- Born: London
- Occupations: Writer, marketer
- Writing career
- Subjects: Martial arts, travel, history, fiction
- Website: www.nickhurst.co.uk

= Nick Hurst =

English writer

Nick Hurst is an English writer who in 2012 published his first book Sugong: The Life of a Shaolin Grandmaster.

Hurst was born and grew up in London where he began Shaolin kung fu. Having gained a black belt he gave up a job in advertising and went to train with his grandmaster Sugong in Malaysia aged 30.

He was faced with a daunting prospect as his grandmaster had a reputation as an extremely short-tempered man with fearsome martial arts abilities and a background of run-ins with gangsters. Furthermore, Hurst had not received any assurances Sugong would teach him before he left.

Hurst was allowed to train under Sugong and eventually wrote his book about him. This was an undertaking complicated by Sugong's temperamental character which saw Hurst and his translator suffer numerous verbal onslaughts.

Hurst studied at the University of Sheffield and academics from their School of East Asian Studies assisted him to ensure the historical accuracy of his book.

It has been described as 'part biography, part social history, part memoir' and received positive reviews.

Hurst's second book Falling From the Floating World was published in 2019.

Despite being a thriller set in modern-day Tokyo, a twist in the plot meant it was illustrated with Japanese ukiyo-e woodblock prints sourced from museums across the world.

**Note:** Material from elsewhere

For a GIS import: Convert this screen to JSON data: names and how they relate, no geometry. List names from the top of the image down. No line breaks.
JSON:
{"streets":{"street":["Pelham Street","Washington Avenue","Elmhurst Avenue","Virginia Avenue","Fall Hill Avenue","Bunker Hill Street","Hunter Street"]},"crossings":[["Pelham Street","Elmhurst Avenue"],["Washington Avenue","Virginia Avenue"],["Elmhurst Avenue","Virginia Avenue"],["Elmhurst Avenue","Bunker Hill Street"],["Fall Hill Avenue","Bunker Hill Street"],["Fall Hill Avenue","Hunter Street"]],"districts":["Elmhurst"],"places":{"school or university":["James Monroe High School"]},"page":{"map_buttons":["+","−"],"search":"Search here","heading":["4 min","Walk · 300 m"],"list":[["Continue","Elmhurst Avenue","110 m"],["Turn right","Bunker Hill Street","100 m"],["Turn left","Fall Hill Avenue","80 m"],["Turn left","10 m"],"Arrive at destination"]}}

In a further departure from convention, Hurst's research into Japanese irezumi tattooing resulted in him getting the same full-back tattoo one of the characters in the story is forced to have. This was done in the traditional hand-poked tebori method by leading Tokyo master Horitoku.

In addition to his books, Hurst has written articles for newspapers and magazines including the Guardian and Time Out.

== Works ==

- Sugong: The Life of a Shaolin Grandmaster (2012), tells the life story of Hurst's kung fu grandmaster, interspersed with Hurst's experiences living in Malaysia to train with him.
- Falling From the Floating World (2019), is a thriller set in Tokyo and features yakuza, corrupt politicians, call-girls and murder.